Were You Surprised That Your JW "Friends" Dumped You After All These Years?

by minimus 46 Replies latest jw friends

  • Sarah Smiles
    Sarah Smiles

    Even though I am reinstated not one phone call from pastor new friends. I guess once dead always dead. I am sorry, I really do not understand where they claim to be so loving. Did I miss this part!

    I do not understand them!

  • Quentin
    Quentin

    I was shattered...couldn't belive it was happening...now, years later I have a total understanding of what was going on...one word, conditional...that's what it's all about....always was, always will be...

  • justhuman
    justhuman

    I wasn't suprised at all...But still I'm hurt to see how can a "religion" that claims to have Christian love, threat their ex-members like this. I had so many friends there and now I 'm all alone...they see me walking in the street, and they just pretend that I'm not there. One my behalf I always greeting them and smile.

    While in my new faith, the Orthodox Church is praying for those who left the Church in every ceremon, and asks God to guide them back to the Church, and to show mercy to them.

    What a different attitude from the Watchtower, that those who left are just a pray for the birds in Armageddon...

  • blondie
    blondie

    Few remain...but I'm not df'd or have da'd though some shun me anyway and did before I became inactive. What a judgmental group and with a view of their personal welfare first. If it weren't drilled into their heads that salvation = field service, how many jws would go out? How many go out with the view that they have to find someone to convert?

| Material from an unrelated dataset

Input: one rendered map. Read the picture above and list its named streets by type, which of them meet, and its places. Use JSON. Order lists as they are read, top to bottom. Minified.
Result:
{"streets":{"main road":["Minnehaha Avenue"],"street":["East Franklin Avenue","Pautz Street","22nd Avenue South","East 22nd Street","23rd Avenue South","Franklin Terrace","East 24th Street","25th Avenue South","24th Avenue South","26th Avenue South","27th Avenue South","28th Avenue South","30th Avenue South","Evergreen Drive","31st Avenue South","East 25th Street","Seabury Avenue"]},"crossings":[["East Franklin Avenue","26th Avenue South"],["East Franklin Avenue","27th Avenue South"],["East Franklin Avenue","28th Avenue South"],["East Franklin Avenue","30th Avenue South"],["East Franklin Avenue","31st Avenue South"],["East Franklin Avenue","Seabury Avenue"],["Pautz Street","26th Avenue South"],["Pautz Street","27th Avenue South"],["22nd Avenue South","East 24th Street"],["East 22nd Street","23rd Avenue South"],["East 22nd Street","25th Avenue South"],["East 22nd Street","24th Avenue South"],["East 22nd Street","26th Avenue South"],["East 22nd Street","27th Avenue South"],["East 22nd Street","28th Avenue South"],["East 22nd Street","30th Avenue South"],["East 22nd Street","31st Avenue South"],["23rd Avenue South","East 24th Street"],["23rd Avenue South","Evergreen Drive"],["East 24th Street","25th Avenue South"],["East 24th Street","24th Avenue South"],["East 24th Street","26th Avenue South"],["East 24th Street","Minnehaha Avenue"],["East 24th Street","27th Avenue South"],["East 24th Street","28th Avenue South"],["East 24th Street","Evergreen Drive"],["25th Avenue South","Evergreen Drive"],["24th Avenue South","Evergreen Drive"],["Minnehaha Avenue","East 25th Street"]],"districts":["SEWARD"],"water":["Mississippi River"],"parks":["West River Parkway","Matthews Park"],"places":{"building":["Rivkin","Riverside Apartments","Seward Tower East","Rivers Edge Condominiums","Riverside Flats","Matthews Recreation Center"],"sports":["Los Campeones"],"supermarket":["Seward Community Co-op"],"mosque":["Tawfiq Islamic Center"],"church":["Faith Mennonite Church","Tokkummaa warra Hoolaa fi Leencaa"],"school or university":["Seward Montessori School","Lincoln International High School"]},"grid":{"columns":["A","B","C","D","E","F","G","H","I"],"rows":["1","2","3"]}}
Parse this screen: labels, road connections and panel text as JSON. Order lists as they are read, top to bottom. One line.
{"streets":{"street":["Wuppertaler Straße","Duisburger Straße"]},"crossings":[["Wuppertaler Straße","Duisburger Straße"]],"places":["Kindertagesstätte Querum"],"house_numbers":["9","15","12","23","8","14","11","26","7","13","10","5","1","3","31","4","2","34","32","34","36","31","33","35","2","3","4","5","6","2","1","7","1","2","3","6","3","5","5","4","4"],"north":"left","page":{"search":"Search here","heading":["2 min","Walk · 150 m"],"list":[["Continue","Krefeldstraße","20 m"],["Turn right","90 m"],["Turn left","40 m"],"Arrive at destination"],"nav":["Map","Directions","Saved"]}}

    No one must get between them and the carrot of "everlasting life on a paradise earth" be it spouse, child or best friend.

    Blondie

  • Deleted
    Deleted

    I expected it, and I wasn't 'disappointed'. What was a surprise on my way out (so this would be early 1999) that I told six people (xfriends) that I was leaving and each one told me they couldn't leave - I wasn't asking them to, just to understand why I was. I thought that a strange response. Only one (an 'anointed' elder) tried to get me to stay - and he also said he couldn't leave after helping 60+ people into the JWs. That was the surprise as each of them must have considered leaving and realized they couldn't without losing friends and family. Glen

  • flipper
    flipper

    Minimus- Good subject here, Mr. Flippers take. My parents still respect my fading, they're 82 and 80, but I have a superdub older brother an ex bethel elder 60 who wrote a letter to me stating he can't understand the mindset of anyone who would take themselves out from under Jehovah's love! I guess he better find it for himself then! I feel I still have it, just not in the way they see it! My son is faded like me 22, but my 2 adult daughters 20 and 19 still dubs won't have much to do with me. They wouldn't even let me walk them down the aisle at their weddings last year and this year, and no thank you cards for the gifts! But Mrs. Flipper and I just attended trying to show dignity and grace in spite of being dissed. It's tough. I'm not suprised by my brother because he thinks he's hot stuff being a well known elder, semi important.But like you, I don't even see many former witness friends unless it's weddings or funerals. I've reached out to make new friends and family, and that has helped. I feel those who really love me will want to be with me. What more can you do?Peace, Mr. Flipper

  • jam
    jam

    Over the past 15-20 yrs. a large number has left the org. Many families have someone in thier family that has seen the truth and moved on. The problem that the org. fell to see is, with so many out and others that has never been in org. see the love one receive when we leave. My family members who never became JW saw this and stop thier study with the JW real fast.If you ask someone ,what do you think about JW, and most people will say thay brake up families. The shunning policy will not bring in new people. Trust me the word is out how exmembers are loved when they leave.